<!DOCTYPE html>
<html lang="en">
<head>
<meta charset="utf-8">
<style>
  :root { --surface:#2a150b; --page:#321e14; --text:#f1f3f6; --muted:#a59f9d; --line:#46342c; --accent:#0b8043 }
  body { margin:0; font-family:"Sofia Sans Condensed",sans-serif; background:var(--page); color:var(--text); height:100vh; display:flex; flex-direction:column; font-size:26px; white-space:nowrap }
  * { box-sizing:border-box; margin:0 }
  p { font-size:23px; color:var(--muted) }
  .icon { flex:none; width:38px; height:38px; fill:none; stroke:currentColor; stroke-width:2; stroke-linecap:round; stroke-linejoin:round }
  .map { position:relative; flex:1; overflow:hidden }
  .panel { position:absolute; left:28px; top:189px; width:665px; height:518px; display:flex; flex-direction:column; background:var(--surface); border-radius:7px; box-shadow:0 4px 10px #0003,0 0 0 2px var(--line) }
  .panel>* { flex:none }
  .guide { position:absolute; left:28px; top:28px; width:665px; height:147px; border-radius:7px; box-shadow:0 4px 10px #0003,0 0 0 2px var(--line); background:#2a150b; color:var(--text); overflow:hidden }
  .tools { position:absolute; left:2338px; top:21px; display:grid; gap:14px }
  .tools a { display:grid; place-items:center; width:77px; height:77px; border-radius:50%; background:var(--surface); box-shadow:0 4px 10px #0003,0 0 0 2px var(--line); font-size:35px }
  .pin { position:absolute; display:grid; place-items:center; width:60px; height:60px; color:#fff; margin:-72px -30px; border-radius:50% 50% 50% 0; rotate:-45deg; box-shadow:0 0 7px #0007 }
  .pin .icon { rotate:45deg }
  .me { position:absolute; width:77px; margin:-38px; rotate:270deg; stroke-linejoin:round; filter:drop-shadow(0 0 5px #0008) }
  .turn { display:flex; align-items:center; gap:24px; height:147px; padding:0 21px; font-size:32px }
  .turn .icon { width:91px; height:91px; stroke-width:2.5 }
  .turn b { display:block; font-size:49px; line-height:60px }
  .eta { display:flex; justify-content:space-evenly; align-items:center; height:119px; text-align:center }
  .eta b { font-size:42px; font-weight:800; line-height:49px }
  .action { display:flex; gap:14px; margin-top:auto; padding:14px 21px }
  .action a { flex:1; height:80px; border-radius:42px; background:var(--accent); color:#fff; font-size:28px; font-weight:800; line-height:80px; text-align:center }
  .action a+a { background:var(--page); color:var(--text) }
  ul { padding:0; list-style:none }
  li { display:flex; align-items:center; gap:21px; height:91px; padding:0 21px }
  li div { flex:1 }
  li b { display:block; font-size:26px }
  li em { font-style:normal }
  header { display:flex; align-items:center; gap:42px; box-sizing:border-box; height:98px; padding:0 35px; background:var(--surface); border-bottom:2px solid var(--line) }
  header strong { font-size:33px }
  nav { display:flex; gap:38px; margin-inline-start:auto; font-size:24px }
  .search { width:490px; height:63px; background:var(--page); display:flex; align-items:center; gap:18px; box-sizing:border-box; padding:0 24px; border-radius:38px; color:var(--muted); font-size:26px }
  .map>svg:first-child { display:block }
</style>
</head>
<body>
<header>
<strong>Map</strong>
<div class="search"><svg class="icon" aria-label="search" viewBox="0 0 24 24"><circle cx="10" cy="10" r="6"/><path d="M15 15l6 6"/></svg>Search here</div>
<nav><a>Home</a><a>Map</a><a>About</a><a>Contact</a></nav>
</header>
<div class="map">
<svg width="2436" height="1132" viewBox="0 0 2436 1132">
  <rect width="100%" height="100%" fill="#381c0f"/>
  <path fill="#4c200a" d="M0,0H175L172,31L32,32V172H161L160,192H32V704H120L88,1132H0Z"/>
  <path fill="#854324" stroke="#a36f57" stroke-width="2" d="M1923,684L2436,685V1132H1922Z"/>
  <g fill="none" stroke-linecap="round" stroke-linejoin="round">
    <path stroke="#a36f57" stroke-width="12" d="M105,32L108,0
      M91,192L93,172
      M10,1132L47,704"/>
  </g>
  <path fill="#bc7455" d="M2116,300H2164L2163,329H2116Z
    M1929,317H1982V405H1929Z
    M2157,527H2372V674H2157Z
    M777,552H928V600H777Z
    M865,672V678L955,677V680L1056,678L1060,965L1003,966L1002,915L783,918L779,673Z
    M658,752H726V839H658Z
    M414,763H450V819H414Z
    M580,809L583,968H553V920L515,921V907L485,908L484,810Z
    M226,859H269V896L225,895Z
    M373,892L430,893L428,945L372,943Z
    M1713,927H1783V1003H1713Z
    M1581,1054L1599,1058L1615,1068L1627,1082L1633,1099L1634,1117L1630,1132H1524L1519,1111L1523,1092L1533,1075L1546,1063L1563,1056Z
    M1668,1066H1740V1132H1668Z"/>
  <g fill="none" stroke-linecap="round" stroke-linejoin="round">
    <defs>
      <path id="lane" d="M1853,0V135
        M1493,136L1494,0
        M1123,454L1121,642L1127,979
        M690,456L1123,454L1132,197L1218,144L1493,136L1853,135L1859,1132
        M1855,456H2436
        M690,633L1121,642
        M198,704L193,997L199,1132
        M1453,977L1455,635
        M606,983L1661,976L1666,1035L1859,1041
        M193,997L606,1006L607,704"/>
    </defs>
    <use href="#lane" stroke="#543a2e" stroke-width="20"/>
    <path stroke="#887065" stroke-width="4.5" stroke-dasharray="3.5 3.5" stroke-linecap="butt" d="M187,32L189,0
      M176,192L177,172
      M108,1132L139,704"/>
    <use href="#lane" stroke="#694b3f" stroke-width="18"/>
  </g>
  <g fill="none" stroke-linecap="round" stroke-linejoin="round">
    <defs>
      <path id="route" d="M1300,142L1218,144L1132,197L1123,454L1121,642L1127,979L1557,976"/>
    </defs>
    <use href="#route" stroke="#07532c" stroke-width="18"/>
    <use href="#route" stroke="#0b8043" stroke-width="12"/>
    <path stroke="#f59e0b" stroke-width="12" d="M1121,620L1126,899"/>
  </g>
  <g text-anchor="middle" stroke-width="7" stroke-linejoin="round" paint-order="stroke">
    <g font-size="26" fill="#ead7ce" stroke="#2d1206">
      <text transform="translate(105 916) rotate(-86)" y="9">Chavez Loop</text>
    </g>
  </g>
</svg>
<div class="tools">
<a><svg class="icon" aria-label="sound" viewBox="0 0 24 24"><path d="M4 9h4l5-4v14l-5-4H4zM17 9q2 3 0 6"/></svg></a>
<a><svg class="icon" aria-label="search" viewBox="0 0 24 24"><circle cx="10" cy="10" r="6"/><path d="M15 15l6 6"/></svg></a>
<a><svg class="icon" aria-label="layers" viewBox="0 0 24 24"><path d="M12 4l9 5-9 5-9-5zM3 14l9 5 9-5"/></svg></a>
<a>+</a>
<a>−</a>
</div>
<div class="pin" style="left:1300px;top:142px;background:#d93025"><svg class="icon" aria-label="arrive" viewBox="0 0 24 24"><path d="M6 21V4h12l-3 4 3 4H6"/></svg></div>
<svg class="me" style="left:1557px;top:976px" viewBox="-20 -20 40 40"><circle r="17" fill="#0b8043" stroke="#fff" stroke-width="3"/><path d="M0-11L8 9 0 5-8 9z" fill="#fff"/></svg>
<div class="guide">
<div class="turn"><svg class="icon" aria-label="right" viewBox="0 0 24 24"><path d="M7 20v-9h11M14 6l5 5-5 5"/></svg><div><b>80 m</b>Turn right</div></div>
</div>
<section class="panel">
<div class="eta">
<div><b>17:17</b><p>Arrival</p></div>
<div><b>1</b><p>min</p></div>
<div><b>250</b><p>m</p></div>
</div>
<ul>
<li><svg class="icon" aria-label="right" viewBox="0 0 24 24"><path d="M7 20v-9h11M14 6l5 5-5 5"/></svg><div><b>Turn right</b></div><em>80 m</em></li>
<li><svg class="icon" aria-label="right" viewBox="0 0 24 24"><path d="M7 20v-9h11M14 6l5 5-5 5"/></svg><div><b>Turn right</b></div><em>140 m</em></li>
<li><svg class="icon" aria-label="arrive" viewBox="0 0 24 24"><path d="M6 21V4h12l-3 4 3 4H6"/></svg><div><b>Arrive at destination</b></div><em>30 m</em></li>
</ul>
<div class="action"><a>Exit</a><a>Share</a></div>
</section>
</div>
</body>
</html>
-------
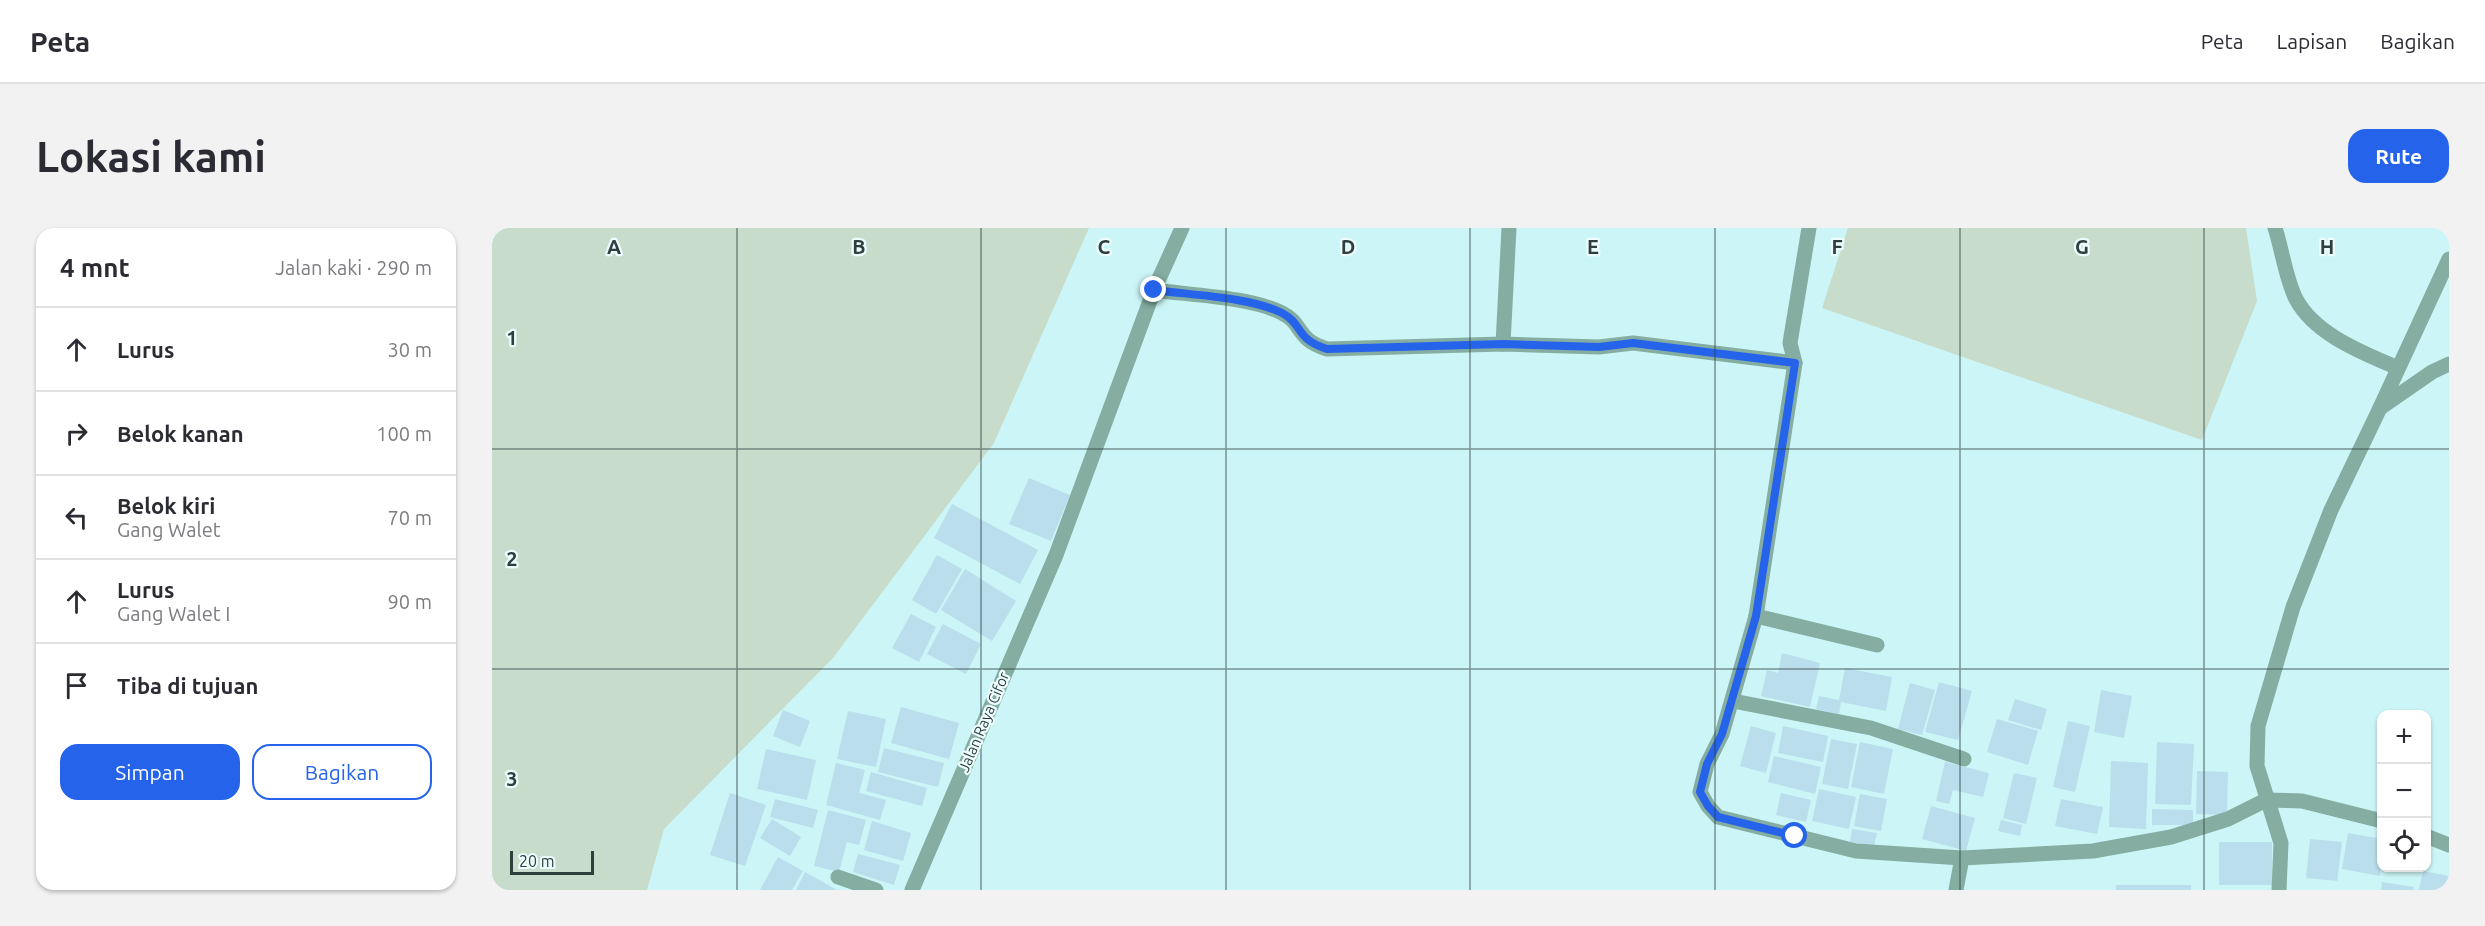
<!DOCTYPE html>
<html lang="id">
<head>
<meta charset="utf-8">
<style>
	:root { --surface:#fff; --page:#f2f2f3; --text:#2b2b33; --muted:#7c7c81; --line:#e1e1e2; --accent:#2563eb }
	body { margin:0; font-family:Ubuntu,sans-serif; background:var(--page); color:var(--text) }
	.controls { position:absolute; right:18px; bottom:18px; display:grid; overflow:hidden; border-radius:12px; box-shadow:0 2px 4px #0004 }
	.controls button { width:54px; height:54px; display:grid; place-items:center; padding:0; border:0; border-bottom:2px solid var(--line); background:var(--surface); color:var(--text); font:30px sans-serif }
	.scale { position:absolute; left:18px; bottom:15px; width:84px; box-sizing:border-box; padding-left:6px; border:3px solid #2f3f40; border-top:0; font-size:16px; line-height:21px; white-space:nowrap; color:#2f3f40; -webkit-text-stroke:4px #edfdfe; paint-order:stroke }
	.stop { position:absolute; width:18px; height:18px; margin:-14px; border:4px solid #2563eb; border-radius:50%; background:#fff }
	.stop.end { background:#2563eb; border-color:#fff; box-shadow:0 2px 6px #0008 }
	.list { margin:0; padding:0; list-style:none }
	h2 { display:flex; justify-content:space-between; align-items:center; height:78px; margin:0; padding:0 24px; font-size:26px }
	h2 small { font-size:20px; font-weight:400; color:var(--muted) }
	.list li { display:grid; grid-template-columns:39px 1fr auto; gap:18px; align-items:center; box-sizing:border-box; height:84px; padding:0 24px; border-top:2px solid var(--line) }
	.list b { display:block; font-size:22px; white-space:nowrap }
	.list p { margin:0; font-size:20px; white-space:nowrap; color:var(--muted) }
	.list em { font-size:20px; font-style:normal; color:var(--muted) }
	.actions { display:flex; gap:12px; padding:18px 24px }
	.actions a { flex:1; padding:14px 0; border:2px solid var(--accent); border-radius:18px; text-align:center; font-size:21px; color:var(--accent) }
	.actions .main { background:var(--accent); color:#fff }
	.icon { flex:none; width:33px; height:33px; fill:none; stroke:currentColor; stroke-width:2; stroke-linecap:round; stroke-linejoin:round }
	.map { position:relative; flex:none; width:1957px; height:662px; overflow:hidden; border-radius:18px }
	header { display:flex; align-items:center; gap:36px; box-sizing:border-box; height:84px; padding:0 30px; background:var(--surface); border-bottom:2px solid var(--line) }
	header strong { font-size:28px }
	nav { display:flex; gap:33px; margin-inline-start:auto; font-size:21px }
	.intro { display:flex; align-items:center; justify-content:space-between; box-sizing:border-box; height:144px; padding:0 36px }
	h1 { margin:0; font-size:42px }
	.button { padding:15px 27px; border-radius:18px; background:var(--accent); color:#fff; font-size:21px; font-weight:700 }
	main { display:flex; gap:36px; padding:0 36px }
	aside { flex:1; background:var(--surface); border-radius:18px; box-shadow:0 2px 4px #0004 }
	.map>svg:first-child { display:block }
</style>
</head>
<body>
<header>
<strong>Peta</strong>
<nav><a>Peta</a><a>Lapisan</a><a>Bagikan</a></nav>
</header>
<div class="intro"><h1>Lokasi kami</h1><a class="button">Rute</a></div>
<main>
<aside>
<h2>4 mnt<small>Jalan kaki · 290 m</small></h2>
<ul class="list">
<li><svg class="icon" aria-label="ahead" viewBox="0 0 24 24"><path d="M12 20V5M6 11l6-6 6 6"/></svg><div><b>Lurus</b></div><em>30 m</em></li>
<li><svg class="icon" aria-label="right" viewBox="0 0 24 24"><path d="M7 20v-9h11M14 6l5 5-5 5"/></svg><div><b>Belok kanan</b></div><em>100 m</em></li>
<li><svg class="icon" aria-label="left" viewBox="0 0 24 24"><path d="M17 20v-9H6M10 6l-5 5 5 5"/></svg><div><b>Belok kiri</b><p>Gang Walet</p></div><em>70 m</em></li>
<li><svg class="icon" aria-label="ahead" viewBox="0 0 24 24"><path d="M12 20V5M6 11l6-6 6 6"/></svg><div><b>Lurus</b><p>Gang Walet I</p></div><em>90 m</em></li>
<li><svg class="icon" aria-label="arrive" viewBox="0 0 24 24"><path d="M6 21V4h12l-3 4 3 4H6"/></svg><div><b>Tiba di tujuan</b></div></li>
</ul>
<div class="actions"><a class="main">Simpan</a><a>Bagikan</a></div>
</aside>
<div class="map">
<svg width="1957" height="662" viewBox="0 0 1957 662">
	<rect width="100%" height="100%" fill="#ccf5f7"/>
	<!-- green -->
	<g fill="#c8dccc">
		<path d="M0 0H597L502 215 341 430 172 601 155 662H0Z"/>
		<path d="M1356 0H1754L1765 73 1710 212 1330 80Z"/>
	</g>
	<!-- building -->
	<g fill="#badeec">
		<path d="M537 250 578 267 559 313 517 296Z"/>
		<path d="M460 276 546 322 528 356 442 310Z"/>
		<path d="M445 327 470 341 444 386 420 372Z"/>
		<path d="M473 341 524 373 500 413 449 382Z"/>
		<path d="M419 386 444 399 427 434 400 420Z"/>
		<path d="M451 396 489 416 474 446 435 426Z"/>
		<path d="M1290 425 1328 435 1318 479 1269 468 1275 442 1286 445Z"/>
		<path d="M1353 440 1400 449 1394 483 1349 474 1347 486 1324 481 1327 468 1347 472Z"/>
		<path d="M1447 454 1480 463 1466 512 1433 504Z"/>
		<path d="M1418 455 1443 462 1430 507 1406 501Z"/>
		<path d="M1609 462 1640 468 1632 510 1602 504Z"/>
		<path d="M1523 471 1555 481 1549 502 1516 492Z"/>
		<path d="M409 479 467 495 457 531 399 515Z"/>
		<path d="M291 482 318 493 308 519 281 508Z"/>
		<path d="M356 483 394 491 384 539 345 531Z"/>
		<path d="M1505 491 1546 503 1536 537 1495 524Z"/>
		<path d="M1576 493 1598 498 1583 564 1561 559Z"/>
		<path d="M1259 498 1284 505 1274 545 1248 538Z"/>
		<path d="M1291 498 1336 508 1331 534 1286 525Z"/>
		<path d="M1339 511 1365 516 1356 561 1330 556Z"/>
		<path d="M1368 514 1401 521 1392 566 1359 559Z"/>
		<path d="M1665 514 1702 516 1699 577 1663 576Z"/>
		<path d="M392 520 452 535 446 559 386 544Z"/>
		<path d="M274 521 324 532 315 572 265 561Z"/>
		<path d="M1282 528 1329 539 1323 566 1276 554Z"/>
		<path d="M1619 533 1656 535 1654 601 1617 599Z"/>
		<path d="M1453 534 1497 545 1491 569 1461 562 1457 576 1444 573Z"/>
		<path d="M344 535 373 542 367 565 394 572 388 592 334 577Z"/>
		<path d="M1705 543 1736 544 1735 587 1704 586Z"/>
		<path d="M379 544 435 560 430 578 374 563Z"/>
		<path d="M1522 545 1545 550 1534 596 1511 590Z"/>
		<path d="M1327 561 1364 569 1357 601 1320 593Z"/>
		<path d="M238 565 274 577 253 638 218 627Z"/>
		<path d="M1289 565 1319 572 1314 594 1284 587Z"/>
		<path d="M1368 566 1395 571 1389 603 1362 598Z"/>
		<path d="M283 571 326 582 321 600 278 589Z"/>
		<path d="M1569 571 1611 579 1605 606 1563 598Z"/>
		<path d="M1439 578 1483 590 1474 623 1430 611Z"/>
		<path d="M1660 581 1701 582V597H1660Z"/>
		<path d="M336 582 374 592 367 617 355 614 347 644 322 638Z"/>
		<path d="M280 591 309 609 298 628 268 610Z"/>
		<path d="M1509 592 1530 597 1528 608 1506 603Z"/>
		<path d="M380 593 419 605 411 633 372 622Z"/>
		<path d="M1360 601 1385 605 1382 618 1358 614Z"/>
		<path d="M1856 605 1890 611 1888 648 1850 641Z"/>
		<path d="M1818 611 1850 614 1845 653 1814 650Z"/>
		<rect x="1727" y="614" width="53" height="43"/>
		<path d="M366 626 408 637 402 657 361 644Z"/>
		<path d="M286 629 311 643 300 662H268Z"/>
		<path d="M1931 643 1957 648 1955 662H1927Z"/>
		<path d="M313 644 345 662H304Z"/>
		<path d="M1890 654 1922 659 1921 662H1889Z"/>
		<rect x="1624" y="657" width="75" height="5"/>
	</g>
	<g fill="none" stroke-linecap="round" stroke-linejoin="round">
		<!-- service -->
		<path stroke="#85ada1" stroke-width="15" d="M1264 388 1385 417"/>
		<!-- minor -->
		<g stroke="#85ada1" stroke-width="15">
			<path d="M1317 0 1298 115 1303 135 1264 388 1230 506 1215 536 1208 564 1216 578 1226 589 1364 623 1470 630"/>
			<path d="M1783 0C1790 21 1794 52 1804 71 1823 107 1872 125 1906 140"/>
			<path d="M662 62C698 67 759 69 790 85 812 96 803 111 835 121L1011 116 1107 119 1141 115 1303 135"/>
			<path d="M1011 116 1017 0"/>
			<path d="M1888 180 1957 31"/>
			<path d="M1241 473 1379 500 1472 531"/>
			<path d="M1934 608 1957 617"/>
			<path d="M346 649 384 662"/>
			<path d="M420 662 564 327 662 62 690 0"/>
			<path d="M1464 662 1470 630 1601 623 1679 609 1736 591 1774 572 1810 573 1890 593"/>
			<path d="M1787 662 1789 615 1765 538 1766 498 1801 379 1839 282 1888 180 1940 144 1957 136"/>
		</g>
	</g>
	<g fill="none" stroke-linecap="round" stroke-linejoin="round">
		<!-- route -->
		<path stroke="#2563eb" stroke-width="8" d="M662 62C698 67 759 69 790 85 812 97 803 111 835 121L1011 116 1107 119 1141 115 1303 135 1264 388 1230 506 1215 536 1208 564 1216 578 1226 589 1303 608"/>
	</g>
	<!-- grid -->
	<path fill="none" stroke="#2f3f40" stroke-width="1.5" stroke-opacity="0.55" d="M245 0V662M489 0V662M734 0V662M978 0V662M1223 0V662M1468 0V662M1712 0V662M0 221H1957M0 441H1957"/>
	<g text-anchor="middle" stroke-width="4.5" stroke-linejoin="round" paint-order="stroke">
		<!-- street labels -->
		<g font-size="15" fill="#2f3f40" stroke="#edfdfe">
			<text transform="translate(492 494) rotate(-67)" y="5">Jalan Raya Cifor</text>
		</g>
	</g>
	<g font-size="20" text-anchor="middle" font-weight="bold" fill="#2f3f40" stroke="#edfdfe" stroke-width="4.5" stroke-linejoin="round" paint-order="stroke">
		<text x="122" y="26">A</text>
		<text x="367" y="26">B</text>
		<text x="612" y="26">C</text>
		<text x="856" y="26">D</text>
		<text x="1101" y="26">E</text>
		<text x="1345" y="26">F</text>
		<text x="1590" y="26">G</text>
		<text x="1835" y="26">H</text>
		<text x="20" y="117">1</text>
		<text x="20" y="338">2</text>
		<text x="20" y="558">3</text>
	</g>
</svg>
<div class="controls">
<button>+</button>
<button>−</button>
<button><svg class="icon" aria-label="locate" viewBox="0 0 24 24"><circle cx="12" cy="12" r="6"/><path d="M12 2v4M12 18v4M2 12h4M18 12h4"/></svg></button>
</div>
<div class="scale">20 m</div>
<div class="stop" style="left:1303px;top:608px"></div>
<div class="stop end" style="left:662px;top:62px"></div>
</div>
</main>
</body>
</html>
-------
The answer must consist of each line from the data that includes the string "sans".

  body { margin:0; font-family:"Sofia Sans Condensed",sans-serif; background:var(--page); color:var(--text); height:100vh; display:flex; flex-direction:column; font-size:26px; white-space:nowrap }
	body { margin:0; font-family:Ubuntu,sans-serif; background:var(--page); color:var(--text) }
	.controls button { width:54px; height:54px; display:grid; place-items:center; padding:0; border:0; border-bottom:2px solid var(--line); background:var(--surface); color:var(--text); font:30px sans-serif }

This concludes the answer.